━━ DATASET EXCERPTS ━━
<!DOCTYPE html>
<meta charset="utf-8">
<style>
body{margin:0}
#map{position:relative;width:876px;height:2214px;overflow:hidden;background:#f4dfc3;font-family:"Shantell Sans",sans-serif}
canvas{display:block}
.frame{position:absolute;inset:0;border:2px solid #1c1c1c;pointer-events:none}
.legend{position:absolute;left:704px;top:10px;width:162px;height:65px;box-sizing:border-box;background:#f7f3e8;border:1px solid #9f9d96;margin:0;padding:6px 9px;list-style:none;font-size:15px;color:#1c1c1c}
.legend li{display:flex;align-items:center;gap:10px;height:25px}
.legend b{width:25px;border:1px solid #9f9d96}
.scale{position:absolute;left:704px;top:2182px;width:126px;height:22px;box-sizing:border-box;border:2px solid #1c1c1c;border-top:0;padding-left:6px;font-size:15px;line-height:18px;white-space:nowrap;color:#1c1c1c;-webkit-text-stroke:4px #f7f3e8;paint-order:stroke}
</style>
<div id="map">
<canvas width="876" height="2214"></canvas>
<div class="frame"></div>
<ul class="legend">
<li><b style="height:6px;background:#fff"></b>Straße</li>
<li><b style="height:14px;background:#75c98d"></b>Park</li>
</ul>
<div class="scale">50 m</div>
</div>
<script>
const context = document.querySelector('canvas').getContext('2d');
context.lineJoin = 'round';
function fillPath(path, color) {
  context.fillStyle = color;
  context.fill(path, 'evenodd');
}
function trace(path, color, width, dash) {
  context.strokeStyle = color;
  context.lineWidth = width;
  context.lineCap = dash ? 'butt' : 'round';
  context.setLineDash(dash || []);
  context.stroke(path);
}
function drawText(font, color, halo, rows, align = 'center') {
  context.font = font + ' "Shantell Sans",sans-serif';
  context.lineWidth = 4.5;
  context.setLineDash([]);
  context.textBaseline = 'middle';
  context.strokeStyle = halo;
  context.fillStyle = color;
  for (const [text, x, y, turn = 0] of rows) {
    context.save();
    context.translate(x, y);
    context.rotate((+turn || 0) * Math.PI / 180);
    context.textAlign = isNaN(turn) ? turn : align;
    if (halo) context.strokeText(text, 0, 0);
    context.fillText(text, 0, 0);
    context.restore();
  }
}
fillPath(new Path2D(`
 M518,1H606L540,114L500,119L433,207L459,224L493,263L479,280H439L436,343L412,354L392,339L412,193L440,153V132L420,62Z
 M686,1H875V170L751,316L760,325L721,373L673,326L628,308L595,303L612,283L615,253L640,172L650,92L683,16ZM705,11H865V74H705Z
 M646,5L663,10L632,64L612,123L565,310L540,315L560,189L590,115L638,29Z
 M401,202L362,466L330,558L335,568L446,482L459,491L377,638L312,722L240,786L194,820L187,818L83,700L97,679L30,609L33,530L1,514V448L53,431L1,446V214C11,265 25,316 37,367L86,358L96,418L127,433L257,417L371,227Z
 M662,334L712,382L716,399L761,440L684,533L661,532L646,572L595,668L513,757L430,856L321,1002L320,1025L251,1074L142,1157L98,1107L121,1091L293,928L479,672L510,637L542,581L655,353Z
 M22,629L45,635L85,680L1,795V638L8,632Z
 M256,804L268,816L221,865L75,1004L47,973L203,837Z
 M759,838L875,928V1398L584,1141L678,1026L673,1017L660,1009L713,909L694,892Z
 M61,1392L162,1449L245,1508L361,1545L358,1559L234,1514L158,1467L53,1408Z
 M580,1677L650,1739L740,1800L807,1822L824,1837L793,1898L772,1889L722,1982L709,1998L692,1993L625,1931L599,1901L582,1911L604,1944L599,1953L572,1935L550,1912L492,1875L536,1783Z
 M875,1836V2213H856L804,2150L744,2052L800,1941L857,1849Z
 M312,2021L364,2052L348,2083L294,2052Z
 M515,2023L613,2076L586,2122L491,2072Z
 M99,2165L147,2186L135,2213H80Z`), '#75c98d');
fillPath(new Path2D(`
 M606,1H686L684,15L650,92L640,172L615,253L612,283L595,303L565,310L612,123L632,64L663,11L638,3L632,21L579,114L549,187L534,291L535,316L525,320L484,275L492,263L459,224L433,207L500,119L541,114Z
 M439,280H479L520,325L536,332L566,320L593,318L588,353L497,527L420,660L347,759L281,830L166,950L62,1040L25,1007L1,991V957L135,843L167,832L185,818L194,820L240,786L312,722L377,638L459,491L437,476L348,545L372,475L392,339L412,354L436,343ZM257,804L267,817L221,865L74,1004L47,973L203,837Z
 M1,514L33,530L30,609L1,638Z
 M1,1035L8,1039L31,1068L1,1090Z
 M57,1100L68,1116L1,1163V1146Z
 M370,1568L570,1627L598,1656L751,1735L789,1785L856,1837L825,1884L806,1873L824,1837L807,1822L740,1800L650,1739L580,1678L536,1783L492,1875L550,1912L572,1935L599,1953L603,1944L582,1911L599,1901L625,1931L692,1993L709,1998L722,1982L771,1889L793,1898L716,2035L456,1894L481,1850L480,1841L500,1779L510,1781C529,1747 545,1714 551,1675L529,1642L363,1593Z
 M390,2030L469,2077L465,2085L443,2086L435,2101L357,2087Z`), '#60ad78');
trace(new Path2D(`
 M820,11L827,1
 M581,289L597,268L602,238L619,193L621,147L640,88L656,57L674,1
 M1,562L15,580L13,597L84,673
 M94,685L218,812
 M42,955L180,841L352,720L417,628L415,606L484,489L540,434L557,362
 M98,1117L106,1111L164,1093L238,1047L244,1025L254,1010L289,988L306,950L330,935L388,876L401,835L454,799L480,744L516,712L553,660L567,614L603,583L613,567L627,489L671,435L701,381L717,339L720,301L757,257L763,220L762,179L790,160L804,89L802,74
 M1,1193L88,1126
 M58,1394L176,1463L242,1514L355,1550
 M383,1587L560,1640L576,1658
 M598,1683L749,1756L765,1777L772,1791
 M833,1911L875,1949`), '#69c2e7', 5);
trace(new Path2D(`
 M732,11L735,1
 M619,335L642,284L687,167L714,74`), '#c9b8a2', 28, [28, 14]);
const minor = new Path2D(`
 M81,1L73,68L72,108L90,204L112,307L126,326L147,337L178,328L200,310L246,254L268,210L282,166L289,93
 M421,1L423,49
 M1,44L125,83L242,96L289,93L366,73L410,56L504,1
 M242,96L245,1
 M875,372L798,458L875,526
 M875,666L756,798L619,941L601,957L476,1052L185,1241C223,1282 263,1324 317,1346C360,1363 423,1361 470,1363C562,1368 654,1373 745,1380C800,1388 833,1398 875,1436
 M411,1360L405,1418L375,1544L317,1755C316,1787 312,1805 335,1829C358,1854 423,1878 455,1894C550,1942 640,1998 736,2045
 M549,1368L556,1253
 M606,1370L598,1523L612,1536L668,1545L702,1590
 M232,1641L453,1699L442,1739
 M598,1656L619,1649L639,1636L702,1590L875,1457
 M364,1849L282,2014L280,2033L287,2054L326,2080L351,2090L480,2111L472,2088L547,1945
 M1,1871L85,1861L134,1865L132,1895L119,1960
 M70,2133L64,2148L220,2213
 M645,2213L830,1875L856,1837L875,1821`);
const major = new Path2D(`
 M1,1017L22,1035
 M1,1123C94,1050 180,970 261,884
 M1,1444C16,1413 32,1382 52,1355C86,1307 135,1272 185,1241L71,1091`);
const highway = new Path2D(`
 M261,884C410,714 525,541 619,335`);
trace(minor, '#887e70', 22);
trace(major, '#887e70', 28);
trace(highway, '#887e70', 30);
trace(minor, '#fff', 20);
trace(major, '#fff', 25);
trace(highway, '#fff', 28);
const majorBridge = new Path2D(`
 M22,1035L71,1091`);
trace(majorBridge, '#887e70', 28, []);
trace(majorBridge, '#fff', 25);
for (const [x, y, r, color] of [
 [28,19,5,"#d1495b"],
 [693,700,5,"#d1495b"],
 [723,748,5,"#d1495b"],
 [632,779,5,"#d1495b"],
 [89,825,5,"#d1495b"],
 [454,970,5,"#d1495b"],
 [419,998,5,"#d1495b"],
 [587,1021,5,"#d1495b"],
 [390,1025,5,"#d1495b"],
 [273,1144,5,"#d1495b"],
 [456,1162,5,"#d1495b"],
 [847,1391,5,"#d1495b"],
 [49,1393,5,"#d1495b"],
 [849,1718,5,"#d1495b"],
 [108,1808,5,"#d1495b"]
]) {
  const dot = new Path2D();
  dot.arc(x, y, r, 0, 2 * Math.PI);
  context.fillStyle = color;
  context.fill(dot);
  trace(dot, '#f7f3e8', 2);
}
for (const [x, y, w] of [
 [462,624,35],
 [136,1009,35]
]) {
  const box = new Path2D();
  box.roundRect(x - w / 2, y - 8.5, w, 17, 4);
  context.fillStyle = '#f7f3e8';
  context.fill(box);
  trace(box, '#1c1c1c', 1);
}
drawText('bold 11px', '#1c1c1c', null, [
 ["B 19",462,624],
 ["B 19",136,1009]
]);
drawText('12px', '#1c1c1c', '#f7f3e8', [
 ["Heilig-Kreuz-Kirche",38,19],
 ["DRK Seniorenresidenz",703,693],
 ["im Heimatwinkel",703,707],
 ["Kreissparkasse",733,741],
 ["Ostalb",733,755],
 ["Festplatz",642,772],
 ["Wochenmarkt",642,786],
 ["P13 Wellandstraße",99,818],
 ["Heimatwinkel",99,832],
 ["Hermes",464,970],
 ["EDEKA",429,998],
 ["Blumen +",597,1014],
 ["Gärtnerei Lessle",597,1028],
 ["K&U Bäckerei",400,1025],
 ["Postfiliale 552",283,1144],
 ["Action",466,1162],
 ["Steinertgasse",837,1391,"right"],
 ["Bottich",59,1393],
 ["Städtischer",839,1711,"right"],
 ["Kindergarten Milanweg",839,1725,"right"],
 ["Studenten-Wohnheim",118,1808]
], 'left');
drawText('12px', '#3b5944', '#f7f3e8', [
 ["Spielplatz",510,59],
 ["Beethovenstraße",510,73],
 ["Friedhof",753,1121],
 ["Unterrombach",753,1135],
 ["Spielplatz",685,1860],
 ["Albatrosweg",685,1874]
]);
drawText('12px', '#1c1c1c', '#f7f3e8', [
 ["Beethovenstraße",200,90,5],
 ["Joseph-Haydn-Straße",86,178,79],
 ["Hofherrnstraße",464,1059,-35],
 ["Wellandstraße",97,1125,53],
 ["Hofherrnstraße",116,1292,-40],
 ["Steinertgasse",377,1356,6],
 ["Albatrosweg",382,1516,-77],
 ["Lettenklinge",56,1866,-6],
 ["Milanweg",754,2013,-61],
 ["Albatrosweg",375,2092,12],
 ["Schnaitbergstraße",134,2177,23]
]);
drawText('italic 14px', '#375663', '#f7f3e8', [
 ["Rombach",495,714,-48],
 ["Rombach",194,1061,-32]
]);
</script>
━━━
WHAT TO DO: Within the listing above, locate the line containing "M22,629L45,635L85,680L1,795V638L8,632Z" and the line containing "M732,11L735,1". Reproduce those two lines and all lines between them exactly, with nothing added.

REPLY TO THE EXERCISE:
 M22,629L45,635L85,680L1,795V638L8,632Z
 M256,804L268,816L221,865L75,1004L47,973L203,837Z
 M759,838L875,928V1398L584,1141L678,1026L673,1017L660,1009L713,909L694,892Z
 M61,1392L162,1449L245,1508L361,1545L358,1559L234,1514L158,1467L53,1408Z
 M580,1677L650,1739L740,1800L807,1822L824,1837L793,1898L772,1889L722,1982L709,1998L692,1993L625,1931L599,1901L582,1911L604,1944L599,1953L572,1935L550,1912L492,1875L536,1783Z
 M875,1836V2213H856L804,2150L744,2052L800,1941L857,1849Z
 M312,2021L364,2052L348,2083L294,2052Z
 M515,2023L613,2076L586,2122L491,2072Z
 M99,2165L147,2186L135,2213H80Z`), '#75c98d');
fillPath(new Path2D(`
 M606,1H686L684,15L650,92L640,172L615,253L612,283L595,303L565,310L612,123L632,64L663,11L638,3L632,21L579,114L549,187L534,291L535,316L525,320L484,275L492,263L459,224L433,207L500,119L541,114Z
 M439,280H479L520,325L536,332L566,320L593,318L588,353L497,527L420,660L347,759L281,830L166,950L62,1040L25,1007L1,991V957L135,843L167,832L185,818L194,820L240,786L312,722L377,638L459,491L437,476L348,545L372,475L392,339L412,354L436,343ZM257,804L267,817L221,865L74,1004L47,973L203,837Z
 M1,514L33,530L30,609L1,638Z
 M1,1035L8,1039L31,1068L1,1090Z
 M57,1100L68,1116L1,1163V1146Z
 M370,1568L570,1627L598,1656L751,1735L789,1785L856,1837L825,1884L806,1873L824,1837L807,1822L740,1800L650,1739L580,1678L536,1783L492,1875L550,1912L572,1935L599,1953L603,1944L582,1911L599,1901L625,1931L692,1993L709,1998L722,1982L771,1889L793,1898L716,2035L456,1894L481,1850L480,1841L500,1779L510,1781C529,1747 545,1714 551,1675L529,1642L363,1593Z
 M390,2030L469,2077L465,2085L443,2086L435,2101L357,2087Z`), '#60ad78');
trace(new Path2D(`
 M820,11L827,1
 M581,289L597,268L602,238L619,193L621,147L640,88L656,57L674,1
 M1,562L15,580L13,597L84,673
 M94,685L218,812
 M42,955L180,841L352,720L417,628L415,606L484,489L540,434L557,362
 M98,1117L106,1111L164,1093L238,1047L244,1025L254,1010L289,988L306,950L330,935L388,876L401,835L454,799L480,744L516,712L553,660L567,614L603,583L613,567L627,489L671,435L701,381L717,339L720,301L757,257L763,220L762,179L790,160L804,89L802,74
 M1,1193L88,1126
 M58,1394L176,1463L242,1514L355,1550
 M383,1587L560,1640L576,1658
 M598,1683L749,1756L765,1777L772,1791
 M833,1911L875,1949`), '#69c2e7', 5);
trace(new Path2D(`
 M732,11L735,1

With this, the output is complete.